> **TASK DETAILS**:
From the first line to the last, retype everything below exactly, minus the pictures.

> **MATERIALS PROVIDED**:
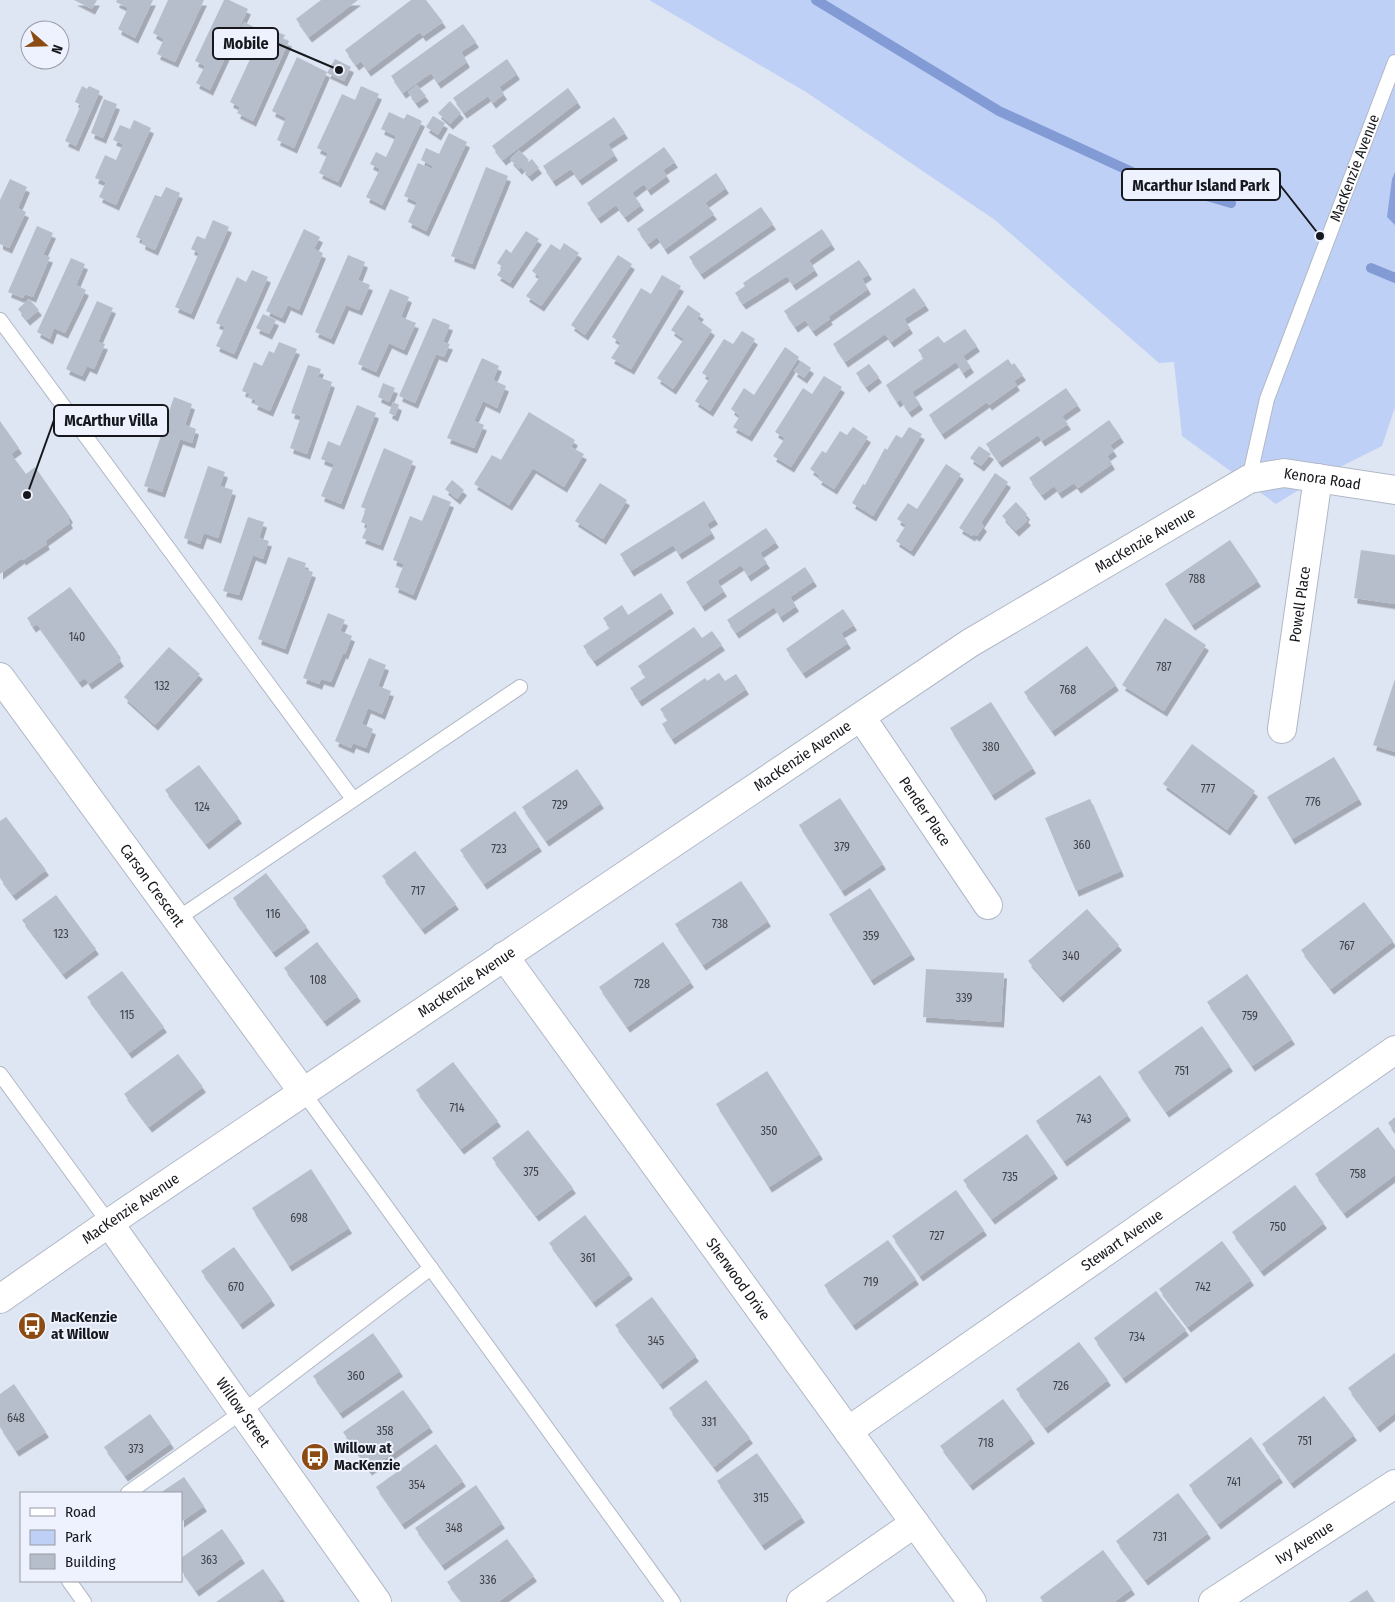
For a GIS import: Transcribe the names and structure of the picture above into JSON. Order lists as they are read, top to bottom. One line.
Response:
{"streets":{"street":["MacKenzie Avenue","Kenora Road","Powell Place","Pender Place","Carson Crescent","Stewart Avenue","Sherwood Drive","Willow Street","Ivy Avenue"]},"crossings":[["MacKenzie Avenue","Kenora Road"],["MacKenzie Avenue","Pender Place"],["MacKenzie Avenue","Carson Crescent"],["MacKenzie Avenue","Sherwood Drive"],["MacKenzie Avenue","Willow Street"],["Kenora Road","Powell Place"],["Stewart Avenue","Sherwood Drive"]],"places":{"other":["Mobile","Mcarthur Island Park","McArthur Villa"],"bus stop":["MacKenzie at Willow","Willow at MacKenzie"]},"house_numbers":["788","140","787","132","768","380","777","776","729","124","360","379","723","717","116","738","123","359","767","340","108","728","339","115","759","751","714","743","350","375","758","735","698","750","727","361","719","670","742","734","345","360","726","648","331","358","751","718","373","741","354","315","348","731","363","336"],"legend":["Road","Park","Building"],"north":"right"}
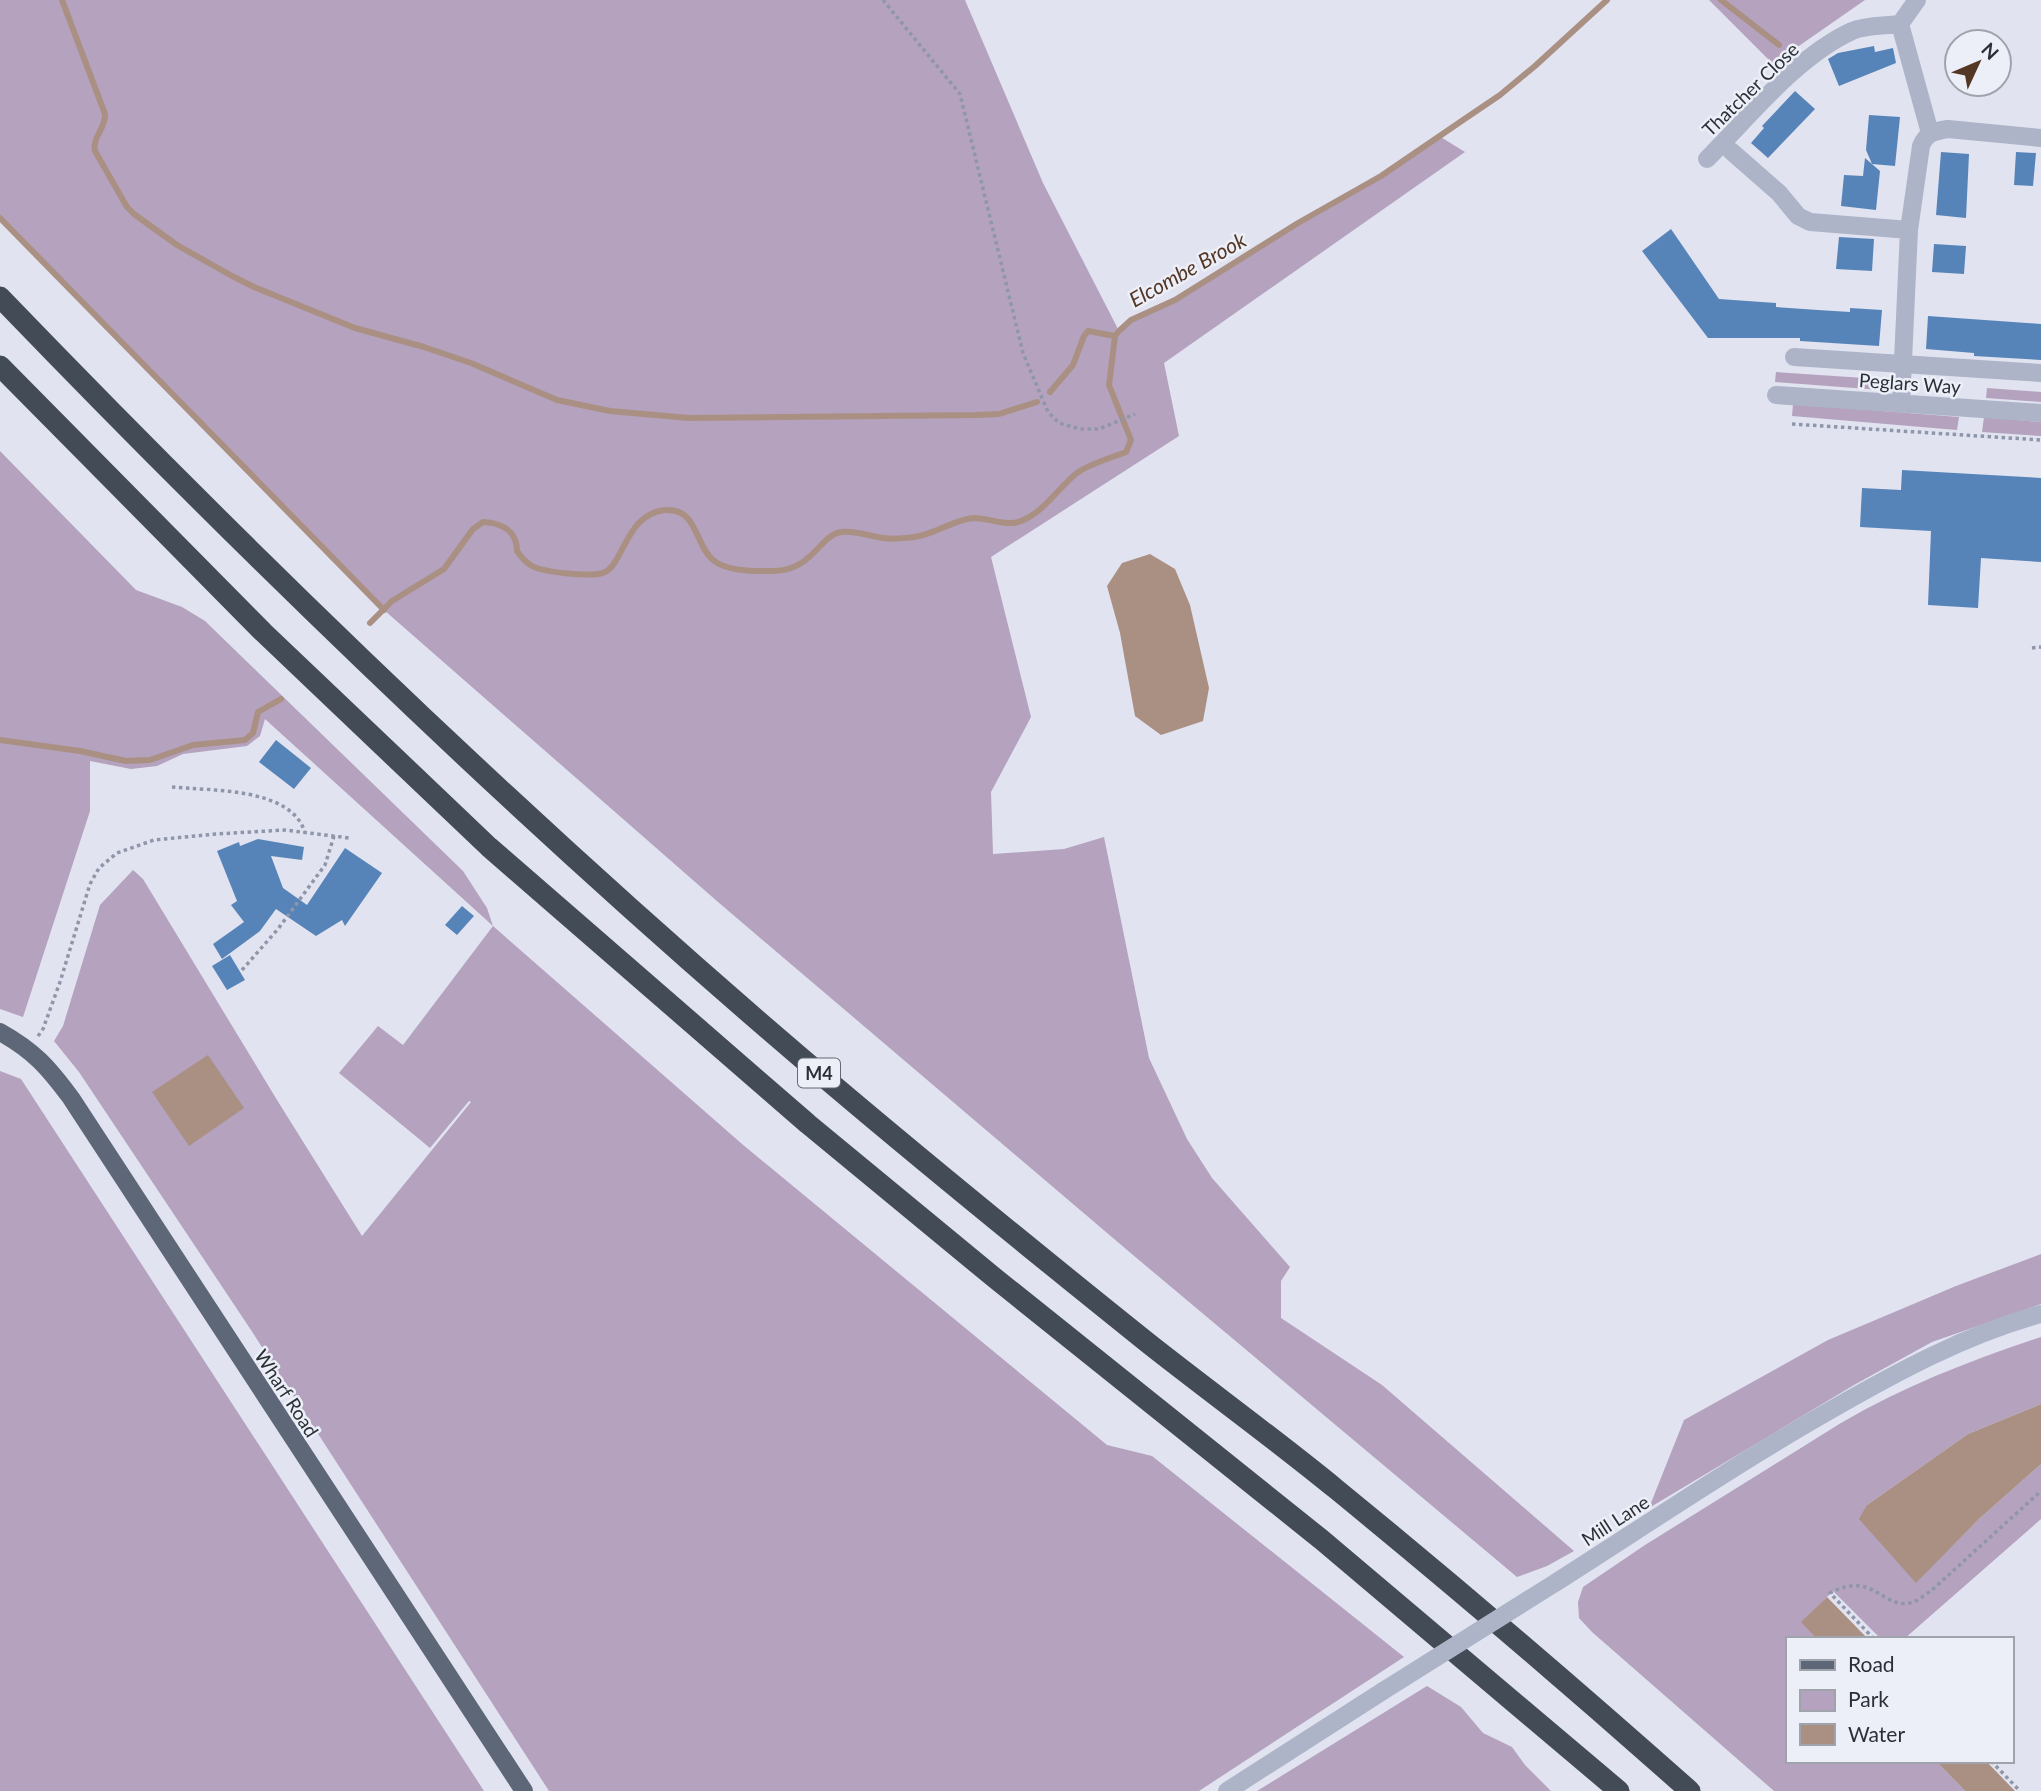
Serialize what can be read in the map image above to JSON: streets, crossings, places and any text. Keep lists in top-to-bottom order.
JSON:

> **EXPECTED ANSWER**:
For a GIS import: Transcribe the names and structure of the picture above into JSON. Order lists as they are read, top to bottom. One line.
Response:
{"streets":{"street":["MacKenzie Avenue","Kenora Road","Powell Place","Pender Place","Carson Crescent","Stewart Avenue","Sherwood Drive","Willow Street","Ivy Avenue"]},"crossings":[["MacKenzie Avenue","Kenora Road"],["MacKenzie Avenue","Pender Place"],["MacKenzie Avenue","Carson Crescent"],["MacKenzie Avenue","Sherwood Drive"],["MacKenzie Avenue","Willow Street"],["Kenora Road","Powell Place"],["Stewart Avenue","Sherwood Drive"]],"places":{"other":["Mobile","Mcarthur Island Park","McArthur Villa"],"bus stop":["MacKenzie at Willow","Willow at MacKenzie"]},"house_numbers":["788","140","787","132","768","380","777","776","729","124","360","379","723","717","116","738","123","359","767","340","108","728","339","115","759","751","714","743","350","375","758","735","698","750","727","361","719","670","742","734","345","360","726","648","331","358","751","718","373","741","354","315","348","731","363","336"],"legend":["Road","Park","Building"],"north":"right"}
Serialize what can be read in the map image above to JSON: streets, crossings, places and any text. Keep lists in top-to-bottom order.
JSON:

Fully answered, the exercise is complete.